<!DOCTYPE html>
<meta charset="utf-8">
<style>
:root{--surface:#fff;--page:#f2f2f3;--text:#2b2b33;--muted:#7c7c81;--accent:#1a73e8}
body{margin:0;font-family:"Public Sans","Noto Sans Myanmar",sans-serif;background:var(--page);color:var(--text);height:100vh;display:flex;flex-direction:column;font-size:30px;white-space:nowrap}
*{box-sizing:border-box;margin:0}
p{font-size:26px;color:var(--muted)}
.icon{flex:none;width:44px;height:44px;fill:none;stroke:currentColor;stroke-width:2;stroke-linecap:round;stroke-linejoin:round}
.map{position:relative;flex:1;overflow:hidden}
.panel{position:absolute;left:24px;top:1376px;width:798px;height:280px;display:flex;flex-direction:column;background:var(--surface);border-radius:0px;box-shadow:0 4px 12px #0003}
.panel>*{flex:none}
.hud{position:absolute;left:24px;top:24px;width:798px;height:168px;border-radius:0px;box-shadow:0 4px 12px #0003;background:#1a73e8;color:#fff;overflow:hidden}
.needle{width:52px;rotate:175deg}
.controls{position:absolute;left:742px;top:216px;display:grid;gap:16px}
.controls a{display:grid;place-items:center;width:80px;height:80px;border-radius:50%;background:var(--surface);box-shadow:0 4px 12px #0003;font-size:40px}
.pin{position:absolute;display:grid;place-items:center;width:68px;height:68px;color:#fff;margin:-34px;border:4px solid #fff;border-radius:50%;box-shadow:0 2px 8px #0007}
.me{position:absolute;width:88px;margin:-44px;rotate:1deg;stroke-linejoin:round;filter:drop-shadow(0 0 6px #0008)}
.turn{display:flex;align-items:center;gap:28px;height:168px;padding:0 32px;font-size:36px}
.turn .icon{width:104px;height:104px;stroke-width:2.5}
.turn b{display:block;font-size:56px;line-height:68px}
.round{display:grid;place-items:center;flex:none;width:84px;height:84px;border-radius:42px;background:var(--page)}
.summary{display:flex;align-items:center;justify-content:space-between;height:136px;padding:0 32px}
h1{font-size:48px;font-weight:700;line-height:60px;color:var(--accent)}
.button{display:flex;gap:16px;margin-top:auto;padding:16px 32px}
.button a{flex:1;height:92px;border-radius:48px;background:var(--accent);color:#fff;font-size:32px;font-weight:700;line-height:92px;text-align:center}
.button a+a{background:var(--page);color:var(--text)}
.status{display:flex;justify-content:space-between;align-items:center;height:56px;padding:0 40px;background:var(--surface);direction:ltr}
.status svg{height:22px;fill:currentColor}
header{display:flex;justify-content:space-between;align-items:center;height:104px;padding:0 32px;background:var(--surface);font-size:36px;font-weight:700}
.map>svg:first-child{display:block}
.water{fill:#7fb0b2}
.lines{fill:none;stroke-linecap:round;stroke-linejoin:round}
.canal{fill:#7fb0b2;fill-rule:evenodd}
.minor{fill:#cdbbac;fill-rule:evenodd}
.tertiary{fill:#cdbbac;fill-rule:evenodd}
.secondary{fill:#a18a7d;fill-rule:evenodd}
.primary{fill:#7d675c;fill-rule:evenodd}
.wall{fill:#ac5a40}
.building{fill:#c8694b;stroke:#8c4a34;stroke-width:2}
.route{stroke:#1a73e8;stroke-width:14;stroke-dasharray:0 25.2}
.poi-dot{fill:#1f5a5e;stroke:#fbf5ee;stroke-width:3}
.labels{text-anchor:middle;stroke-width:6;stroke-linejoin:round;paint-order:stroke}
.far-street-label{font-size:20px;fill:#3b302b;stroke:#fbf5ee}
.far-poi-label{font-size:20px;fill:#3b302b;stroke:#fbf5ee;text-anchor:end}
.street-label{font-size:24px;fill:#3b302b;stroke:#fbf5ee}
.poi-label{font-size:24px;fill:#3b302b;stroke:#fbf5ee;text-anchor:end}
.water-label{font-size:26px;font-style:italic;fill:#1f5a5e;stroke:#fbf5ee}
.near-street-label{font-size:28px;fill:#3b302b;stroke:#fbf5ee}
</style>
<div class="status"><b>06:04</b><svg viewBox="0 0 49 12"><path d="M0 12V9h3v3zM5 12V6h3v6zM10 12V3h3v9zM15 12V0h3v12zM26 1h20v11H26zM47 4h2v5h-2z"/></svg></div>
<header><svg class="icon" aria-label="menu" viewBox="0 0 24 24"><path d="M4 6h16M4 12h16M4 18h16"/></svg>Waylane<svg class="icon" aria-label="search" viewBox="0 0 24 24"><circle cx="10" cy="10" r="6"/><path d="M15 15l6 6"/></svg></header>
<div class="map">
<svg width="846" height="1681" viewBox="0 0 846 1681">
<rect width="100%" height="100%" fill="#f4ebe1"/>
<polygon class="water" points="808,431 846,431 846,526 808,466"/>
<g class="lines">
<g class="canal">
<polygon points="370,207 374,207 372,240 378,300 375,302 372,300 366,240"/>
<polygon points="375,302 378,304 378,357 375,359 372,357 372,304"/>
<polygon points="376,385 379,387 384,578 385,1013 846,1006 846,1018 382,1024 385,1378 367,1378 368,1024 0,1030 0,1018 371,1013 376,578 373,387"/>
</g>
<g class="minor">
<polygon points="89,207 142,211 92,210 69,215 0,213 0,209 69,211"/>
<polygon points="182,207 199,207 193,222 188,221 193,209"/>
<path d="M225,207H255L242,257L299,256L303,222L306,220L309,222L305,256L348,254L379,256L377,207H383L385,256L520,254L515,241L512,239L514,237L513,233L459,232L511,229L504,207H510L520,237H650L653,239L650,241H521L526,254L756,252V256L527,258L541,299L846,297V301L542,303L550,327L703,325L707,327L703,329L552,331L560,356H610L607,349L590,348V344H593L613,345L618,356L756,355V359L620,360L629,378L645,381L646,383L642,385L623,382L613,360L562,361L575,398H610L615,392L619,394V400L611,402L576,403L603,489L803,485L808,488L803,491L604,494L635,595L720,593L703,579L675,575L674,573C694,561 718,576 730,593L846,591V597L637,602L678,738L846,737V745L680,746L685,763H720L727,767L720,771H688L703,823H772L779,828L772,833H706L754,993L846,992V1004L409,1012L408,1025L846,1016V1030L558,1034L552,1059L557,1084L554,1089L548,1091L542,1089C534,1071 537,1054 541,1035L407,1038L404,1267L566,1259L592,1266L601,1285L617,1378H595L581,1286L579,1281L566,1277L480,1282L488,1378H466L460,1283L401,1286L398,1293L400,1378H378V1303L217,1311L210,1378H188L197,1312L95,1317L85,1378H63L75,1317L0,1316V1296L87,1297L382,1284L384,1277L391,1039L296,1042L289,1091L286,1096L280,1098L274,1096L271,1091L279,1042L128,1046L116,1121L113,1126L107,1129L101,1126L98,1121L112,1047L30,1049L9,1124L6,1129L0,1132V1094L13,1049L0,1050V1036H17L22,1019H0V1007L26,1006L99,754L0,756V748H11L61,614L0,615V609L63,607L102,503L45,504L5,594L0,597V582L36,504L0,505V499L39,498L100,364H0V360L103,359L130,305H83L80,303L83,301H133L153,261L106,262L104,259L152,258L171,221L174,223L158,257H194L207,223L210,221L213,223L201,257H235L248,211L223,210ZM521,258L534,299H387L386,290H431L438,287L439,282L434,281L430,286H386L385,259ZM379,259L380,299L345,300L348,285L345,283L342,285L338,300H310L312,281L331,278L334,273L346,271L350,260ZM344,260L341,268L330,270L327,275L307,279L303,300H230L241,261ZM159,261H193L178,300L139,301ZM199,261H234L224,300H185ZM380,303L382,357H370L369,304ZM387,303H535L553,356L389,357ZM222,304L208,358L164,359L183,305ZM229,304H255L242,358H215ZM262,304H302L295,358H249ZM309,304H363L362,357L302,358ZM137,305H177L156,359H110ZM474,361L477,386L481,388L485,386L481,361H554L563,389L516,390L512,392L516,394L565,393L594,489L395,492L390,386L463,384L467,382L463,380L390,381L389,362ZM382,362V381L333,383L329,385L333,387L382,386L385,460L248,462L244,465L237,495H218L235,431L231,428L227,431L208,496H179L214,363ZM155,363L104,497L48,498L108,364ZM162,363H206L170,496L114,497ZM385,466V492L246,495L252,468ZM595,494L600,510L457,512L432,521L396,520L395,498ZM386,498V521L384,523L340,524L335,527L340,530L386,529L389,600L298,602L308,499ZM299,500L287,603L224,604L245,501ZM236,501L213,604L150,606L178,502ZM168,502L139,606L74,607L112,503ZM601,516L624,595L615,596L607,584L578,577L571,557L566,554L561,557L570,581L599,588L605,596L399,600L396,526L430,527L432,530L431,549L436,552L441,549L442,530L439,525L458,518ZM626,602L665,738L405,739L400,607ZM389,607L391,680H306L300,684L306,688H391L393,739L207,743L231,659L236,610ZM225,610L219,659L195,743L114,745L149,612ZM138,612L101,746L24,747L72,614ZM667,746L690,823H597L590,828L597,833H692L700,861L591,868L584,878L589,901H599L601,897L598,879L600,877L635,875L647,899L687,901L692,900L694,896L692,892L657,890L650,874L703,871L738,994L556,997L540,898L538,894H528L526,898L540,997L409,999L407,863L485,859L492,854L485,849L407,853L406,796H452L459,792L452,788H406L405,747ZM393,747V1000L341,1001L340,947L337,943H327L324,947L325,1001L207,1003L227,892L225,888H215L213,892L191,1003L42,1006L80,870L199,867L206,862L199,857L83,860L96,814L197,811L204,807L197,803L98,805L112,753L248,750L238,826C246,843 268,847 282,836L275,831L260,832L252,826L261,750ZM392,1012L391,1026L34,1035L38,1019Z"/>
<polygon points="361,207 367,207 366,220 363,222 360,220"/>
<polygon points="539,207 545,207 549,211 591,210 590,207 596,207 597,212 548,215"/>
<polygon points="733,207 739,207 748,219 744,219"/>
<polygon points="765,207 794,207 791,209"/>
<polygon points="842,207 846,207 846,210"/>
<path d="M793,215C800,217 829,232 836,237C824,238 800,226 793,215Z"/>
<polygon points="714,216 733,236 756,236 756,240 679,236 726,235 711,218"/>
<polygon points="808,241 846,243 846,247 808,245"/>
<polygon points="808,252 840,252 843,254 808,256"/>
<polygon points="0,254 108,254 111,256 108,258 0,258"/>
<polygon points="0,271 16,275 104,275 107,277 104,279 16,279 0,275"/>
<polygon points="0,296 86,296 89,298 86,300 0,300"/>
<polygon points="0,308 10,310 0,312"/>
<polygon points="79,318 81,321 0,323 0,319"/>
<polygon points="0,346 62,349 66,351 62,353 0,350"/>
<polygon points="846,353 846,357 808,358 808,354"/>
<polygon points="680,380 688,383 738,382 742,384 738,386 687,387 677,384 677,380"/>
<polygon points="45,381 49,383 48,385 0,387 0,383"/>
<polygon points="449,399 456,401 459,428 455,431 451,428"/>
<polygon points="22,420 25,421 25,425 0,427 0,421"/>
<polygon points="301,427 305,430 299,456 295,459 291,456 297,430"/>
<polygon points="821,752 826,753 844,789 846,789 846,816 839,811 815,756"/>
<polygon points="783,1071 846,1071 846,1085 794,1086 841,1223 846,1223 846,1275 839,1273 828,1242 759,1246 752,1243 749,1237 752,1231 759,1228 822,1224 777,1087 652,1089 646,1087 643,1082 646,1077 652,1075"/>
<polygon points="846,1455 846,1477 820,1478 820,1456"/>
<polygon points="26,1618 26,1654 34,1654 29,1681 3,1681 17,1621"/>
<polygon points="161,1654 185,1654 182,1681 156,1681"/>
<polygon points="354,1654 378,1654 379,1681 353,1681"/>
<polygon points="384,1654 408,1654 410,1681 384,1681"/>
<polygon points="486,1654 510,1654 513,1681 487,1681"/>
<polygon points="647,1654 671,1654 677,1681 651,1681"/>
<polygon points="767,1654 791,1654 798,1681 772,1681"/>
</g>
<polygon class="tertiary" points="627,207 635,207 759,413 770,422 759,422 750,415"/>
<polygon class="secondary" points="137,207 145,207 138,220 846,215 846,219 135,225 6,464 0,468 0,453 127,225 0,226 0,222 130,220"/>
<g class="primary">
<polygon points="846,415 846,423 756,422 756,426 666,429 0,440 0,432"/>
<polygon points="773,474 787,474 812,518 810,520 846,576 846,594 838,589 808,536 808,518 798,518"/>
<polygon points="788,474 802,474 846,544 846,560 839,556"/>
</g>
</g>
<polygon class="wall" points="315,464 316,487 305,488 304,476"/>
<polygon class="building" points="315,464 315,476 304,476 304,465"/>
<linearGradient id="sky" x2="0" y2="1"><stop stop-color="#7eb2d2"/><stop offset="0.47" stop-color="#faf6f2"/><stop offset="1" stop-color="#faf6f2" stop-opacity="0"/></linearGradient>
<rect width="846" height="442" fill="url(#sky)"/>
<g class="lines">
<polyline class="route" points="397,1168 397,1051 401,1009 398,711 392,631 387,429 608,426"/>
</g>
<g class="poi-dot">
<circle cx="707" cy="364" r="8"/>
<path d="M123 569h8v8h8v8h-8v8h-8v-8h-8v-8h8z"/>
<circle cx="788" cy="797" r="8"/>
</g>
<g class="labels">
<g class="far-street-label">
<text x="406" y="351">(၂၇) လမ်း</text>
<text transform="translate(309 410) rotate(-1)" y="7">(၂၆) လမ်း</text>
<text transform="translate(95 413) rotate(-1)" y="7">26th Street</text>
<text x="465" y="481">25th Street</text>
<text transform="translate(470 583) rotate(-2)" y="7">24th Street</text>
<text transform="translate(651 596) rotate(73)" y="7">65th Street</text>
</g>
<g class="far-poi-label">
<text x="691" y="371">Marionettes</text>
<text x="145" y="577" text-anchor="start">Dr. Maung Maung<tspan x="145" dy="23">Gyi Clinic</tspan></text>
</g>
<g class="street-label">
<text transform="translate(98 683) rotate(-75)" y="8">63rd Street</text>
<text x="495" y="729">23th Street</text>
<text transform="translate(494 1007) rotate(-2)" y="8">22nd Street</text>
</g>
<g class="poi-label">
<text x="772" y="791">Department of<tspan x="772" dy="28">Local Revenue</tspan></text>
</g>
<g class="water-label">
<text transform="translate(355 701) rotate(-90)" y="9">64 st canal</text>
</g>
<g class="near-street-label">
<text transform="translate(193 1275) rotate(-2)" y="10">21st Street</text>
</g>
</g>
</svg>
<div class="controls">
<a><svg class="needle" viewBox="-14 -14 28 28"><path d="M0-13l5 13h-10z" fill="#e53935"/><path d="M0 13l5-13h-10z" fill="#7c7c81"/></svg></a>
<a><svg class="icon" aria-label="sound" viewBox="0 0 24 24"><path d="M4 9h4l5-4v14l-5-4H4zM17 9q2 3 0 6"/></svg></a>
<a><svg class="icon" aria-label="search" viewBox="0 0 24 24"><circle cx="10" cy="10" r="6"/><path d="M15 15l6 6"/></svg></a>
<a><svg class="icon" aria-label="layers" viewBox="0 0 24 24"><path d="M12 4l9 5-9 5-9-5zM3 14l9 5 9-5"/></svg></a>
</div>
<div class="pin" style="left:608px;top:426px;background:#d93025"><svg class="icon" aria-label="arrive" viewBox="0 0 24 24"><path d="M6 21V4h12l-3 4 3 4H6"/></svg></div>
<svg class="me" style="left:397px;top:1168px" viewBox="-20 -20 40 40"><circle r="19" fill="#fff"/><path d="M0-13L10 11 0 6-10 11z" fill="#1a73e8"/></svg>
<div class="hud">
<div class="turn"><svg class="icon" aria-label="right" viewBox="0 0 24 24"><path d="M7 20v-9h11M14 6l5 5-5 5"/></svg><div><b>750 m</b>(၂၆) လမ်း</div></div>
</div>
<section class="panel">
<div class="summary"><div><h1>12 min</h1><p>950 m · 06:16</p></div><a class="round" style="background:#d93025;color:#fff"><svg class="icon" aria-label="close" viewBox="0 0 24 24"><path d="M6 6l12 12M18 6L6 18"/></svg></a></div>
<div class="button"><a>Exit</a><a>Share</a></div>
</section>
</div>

# # # # # # #

— Work required —
Starting at the line with "20v-9h11M14 6l5 5-5", copy each line through the end of the data, both ends included, and give nothing else.

— Response —
<div class="turn"><svg class="icon" aria-label="right" viewBox="0 0 24 24"><path d="M7 20v-9h11M14 6l5 5-5 5"/></svg><div><b>750 m</b>(၂၆) လမ်း</div></div>
</div>
<section class="panel">
<div class="summary"><div><h1>12 min</h1><p>950 m · 06:16</p></div><a class="round" style="background:#d93025;color:#fff"><svg class="icon" aria-label="close" viewBox="0 0 24 24"><path d="M6 6l12 12M18 6L6 18"/></svg></a></div>
<div class="button"><a>Exit</a><a>Share</a></div>
</section>
</div>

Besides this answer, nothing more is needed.